The passive wall was soon joined by David and several of the younger boys. Getting near the front entrance I saw a local radio personality being led towards the marble staircase for an after party by a couple of impeccably dressed young ladies I didn’t recognize. Officers Miller and Parise joined us at the front door and kept an eye on the crowd we were ushering out. They were good guys I supposed, friends of Aaron’s who spent a lot of their off-duty hours in the club. Part owners or something was the whispered rumour amongst the staff. Not that I cared. They always treated me well and that’s not common between bouncers and cops.
“You’re in tomorrow?” David asked in his deep-chested voice. “Gonna be a crazy night. Penguins are in town to take on the Jets. Some of the players are expected to show up after the game.”
“So long as they show up to play on the ice, I’ll be happy,” I muttered.

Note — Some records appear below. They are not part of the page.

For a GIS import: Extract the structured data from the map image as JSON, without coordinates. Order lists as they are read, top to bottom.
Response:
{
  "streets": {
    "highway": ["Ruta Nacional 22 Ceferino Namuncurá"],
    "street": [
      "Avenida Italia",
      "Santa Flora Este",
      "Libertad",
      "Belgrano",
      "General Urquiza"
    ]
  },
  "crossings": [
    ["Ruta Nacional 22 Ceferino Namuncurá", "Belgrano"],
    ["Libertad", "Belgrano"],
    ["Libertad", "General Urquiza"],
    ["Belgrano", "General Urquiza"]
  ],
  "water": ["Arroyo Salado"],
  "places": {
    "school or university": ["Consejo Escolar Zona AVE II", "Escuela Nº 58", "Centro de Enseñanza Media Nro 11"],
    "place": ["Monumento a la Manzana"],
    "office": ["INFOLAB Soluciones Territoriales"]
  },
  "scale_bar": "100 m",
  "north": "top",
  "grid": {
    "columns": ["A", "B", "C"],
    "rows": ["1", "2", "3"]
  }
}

“I’ll be here. Don’t worry.”
“Never said I was worried,” David continued as we followed the last of the stragglers to the front steps. The cold air refreshed my tired, sweat soaked body. “Gonna be a big night. Don’t wanna miss out on the fun.”
“Yay. Fun.” I muttered.
Once all the patrons were safely (and occasionally not-so-safely) escorted outside the usual closing rituals began. The younger bouncers started bragging in wild exaggerated tones about the size of some chicks’ breasts, or the manner in which they “showed that guy who’s boss”. Bartenders and waitresses frantically went over their liquor counts and cash receipts, overages were almost as bad as shortages at the end of the night. Small groups of young ladies flirted with a few of the men left in the VIP section near the front, the one section never ushered out the door. Aaron and the off-duty officers hovered in that area, laughing amongst themselves and sharing a few drinks.
I ignored them all. I pulled out a stool off to the side and sat down to wait.
Mark sauntered over twenty minutes later, leaning against the wall next to me. “So,” he muttered so only I could hear. “What do you think?”
I shrugged slightly and inclined my chin to the main bar. A number of the younger bouncers were talking loudly and pestering the bartenders for free drinks while they were trying to finish their counts.
“Which one of them was on the VIP Door?”
Mark pulled a notebook out of his back pocket and examined it. “The blond kid. Danny.”
“He’s gotta go.”
“That crew of Native Posse thugs I pointed out to you never got in the main entrance. Cameras and metal detectors woulda stopped them.”
“Shit.” Mark shook his head. “Nothing actually happened man. We can tell Aasif, have him warn the kid.”
I shrugged. “Aaron doesn’t want trouble in here. Gangs are trouble. The kid went into business for himself and it coulda got someone shot.” I looked Mark hard in the eye. “You getting paid enough to get shot?”
“Then the kid’s gotta go.”
Mark was silent for a bit, the noises of the club shutting down for the night slowly petering out. One of the gentlemen in VIP in a fancy suit was being led up the staircase by two young ladies with big smiles and sensual promises on their lips. Aaron trotted behind the champagne bar and grabbed a bottle before following them up.
“How’s your mom?” Mark asked.
“Anything I can do?”
I yawned hugely, my jaws creaking.
Eventually Aasif came down from the bar office with a packed envelope in one hand and motioned us over to the VIP section. In no particular hurry I heaved my tired ass off the stool and let Mark, David, Big Mike and a few others get in line before me.
Ten minutes later I was out the door, cash in my pocket and hustling home.